● **Work to complete**
Copy each line of the listing that includes "fabs".

● **Records supplied**
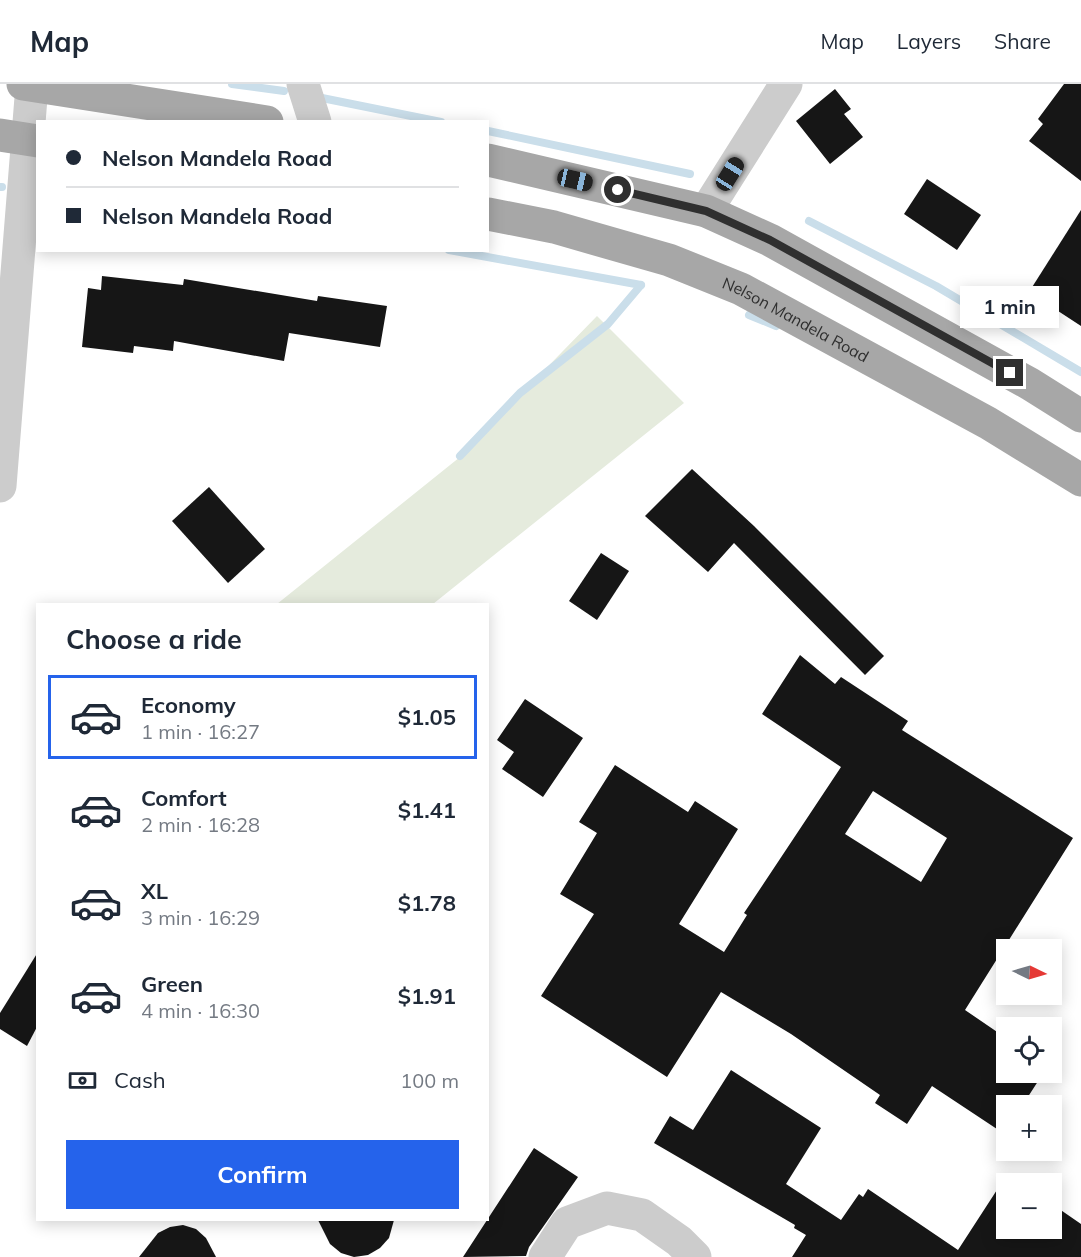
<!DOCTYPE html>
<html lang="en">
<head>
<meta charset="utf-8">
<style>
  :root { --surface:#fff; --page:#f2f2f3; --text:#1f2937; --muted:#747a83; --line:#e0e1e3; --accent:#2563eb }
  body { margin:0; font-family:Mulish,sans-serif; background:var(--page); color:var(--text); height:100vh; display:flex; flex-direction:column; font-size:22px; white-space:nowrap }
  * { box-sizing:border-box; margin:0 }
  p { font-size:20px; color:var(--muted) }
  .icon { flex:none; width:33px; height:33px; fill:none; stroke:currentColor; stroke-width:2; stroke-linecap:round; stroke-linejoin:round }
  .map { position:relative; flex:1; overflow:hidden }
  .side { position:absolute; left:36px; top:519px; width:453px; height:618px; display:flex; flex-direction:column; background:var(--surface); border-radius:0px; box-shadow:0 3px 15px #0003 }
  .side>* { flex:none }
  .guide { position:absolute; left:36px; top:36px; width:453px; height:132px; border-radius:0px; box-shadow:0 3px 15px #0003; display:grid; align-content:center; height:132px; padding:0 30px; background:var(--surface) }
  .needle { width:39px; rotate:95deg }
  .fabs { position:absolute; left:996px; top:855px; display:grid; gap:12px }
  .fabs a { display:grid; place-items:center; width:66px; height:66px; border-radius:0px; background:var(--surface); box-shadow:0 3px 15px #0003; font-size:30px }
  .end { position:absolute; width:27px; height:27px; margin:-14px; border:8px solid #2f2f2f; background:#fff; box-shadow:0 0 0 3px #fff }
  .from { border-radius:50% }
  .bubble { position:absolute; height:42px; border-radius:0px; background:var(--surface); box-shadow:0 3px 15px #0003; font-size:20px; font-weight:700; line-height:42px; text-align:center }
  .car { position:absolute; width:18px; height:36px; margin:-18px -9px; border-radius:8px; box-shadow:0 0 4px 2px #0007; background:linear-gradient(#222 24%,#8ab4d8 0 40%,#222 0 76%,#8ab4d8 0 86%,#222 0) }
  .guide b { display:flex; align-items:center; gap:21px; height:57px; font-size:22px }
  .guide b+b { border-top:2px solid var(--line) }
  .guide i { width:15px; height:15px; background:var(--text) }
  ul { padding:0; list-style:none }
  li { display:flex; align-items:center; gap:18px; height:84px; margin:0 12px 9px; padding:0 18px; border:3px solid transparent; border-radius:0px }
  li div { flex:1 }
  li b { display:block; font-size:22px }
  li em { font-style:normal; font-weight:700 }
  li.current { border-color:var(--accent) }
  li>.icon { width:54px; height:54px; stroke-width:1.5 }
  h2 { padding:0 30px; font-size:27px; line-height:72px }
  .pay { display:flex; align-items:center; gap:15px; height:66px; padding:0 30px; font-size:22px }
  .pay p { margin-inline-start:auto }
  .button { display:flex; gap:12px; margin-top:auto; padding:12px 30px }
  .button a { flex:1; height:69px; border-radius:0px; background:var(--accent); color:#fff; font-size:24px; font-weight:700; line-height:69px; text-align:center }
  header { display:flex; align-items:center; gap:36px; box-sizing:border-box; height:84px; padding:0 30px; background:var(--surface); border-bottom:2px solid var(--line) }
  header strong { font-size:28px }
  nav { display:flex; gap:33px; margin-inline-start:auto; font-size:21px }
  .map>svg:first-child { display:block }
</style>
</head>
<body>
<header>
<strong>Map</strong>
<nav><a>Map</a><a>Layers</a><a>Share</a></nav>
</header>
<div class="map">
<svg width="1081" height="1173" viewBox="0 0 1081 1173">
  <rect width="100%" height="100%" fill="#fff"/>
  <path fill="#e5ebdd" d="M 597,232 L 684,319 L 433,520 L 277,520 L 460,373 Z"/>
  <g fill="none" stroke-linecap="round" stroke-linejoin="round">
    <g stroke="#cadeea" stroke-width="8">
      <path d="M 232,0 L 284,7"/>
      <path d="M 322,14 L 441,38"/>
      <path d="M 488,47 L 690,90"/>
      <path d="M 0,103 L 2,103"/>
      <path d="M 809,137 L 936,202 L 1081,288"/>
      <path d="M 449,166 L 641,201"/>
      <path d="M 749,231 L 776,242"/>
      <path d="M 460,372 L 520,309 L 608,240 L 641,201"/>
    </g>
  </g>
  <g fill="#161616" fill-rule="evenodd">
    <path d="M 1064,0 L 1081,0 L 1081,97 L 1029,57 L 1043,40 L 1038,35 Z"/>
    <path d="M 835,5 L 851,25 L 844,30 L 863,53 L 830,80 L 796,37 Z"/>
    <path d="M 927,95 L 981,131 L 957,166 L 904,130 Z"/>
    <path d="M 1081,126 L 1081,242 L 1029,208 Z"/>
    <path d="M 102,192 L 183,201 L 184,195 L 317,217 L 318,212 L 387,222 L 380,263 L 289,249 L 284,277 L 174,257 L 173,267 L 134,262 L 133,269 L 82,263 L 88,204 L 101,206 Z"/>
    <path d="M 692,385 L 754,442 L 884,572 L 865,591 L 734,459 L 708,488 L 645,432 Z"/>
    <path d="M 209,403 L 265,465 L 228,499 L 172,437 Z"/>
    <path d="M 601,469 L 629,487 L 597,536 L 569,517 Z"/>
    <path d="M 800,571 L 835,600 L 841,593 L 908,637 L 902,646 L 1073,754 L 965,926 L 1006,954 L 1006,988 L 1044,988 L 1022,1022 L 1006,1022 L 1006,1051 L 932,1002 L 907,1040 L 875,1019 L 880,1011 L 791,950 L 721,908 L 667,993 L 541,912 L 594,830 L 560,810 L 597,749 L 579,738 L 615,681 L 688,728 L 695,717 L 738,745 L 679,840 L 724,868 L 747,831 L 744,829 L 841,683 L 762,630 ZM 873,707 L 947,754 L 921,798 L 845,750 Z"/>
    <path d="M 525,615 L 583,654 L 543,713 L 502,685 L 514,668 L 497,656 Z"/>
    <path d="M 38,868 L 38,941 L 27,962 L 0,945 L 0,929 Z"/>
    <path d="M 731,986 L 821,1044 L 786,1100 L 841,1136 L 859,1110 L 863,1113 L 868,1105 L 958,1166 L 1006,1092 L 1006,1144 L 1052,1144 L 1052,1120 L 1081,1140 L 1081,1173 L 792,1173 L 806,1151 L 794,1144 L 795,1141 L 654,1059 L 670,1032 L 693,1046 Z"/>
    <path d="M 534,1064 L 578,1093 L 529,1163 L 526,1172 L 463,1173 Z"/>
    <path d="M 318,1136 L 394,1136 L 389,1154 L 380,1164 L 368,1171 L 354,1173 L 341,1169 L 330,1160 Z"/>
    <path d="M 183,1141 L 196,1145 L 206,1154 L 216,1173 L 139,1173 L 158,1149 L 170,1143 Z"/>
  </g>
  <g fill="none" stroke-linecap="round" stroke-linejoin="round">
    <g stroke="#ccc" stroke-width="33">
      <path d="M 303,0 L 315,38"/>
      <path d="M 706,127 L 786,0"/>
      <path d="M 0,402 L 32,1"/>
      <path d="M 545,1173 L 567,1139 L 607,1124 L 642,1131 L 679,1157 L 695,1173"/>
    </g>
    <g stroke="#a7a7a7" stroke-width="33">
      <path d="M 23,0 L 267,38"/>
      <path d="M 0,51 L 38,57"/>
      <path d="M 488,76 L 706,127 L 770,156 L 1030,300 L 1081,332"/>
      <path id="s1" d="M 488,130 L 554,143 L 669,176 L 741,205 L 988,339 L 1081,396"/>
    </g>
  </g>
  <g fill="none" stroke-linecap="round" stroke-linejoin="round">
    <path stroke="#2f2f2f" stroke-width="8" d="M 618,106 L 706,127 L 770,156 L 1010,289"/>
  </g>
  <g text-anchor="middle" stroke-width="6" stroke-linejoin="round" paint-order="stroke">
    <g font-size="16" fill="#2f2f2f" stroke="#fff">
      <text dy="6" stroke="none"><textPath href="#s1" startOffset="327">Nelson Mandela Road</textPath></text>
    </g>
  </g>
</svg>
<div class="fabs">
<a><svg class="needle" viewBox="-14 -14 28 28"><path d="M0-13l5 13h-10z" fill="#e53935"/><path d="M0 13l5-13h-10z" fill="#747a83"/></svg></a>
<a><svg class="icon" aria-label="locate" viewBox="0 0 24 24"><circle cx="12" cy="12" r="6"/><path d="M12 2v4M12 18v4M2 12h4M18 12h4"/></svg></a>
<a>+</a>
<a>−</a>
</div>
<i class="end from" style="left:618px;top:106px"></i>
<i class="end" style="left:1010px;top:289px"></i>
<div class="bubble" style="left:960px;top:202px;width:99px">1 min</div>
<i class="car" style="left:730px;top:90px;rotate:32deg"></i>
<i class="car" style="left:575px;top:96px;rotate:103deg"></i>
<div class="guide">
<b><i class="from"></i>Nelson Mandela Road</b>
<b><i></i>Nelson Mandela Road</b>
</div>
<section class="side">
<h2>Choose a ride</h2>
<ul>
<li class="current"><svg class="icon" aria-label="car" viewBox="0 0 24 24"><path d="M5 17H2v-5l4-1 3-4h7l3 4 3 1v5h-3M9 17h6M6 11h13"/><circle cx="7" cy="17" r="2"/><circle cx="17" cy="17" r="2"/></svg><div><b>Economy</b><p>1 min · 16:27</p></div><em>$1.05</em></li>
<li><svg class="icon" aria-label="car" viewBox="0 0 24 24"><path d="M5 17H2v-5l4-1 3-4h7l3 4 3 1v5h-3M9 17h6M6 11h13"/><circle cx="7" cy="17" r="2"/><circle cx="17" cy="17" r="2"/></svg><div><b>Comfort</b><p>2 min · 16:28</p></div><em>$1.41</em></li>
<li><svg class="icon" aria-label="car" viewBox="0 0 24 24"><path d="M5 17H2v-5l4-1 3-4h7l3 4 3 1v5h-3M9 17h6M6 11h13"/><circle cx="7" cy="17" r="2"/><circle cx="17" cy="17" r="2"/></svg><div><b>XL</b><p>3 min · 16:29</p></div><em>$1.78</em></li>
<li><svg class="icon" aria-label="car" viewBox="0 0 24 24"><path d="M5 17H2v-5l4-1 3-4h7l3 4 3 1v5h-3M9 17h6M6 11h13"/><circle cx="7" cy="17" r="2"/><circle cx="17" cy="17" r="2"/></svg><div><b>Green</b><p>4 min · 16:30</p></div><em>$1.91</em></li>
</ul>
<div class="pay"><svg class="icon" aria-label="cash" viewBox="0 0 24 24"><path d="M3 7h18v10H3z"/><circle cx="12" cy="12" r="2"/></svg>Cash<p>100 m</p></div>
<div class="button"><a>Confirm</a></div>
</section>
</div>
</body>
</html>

● **Output for this exercise**
  .fabs { position:absolute; left:996px; top:855px; display:grid; gap:12px }
  .fabs a { display:grid; place-items:center; width:66px; height:66px; border-radius:0px; background:var(--surface); box-shadow:0 3px 15px #0003; font-size:30px }
<div class="fabs">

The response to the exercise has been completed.